Assessing the likelihood of engaging in high-risk sexual behavior can assist in delivering tailored educational interventions. The objective of this study was to identify the most effective algorithm and assess high-risk sexual behaviors within the last six months through the utilization of machine-learning models.
The survey conducted in the Longhua District CDC, Shenzhen, involved 2023 participants who were employees of 16 different factories. The data was collected through questionnaires administered between October 2019 and November 2019. We evaluated the model's overall predictive classification performance using the area under the curve (AUC) of the receiver operating characteristic (ROC) curve. All analyses were performed using the open-source Python version 3.9.12.
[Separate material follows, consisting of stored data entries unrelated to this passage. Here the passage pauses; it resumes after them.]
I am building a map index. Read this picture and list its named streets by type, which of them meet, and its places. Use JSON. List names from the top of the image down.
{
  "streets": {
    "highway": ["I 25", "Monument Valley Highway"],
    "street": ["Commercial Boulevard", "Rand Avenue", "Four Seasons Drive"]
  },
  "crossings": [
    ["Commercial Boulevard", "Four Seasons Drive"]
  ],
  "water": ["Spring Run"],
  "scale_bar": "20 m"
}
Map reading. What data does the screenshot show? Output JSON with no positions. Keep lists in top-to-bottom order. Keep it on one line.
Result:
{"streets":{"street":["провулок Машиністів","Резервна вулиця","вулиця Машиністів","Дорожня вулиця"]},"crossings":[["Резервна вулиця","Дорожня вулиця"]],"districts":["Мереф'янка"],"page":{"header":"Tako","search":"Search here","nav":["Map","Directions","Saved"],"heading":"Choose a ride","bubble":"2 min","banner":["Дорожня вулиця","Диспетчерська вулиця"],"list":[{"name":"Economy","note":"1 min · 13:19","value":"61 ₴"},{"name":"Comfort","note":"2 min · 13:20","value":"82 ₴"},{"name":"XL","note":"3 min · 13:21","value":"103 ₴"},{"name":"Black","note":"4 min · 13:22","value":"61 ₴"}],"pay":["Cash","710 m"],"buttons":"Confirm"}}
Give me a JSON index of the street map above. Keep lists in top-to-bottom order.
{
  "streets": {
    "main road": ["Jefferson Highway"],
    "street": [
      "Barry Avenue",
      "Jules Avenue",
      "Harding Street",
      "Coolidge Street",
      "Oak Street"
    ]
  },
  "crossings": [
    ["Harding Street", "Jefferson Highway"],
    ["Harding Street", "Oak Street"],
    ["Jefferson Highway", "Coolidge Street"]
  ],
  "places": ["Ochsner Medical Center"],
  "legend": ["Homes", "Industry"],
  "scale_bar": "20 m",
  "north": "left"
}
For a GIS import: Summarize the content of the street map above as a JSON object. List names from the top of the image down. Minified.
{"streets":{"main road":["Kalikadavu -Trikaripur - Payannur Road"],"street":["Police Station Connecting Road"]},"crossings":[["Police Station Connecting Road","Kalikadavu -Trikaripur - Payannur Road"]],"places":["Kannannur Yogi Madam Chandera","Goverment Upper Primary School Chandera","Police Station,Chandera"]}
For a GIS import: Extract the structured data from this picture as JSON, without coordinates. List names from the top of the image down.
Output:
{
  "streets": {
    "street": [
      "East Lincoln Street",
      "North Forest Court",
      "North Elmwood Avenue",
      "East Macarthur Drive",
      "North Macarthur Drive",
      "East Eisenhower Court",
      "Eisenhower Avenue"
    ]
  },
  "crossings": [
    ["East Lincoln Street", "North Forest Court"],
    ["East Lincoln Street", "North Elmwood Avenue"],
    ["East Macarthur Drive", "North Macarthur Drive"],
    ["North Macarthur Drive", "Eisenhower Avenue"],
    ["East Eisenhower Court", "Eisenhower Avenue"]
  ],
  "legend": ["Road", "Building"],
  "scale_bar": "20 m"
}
About a quarter of the factory workers had engaged in risky sexual behavior in the past 6 months. Most of them were Han Chinese (84.53%), hukou in foreign provinces (85.12%), or rural areas (83.19%), with junior high school education (55.37%), personal monthly income between RMB3,000 (US$417.54) and RMB4,999 (US$695.76; 64.71%), and were workers (80.67%). The random forest model (RF) outperformed all other models in assessing risky sexual behavior in the past 6 months and provided acceptable performance (accuracy 78%; sensitivity 11%; specificity 98%; PPV 63%; ROC 84%).
Machine learning has aided in evaluating risky sexual behavior within the last six months. Our assessment models can be integrated into government or public health departments to guide sexual health promotion and follow-up services.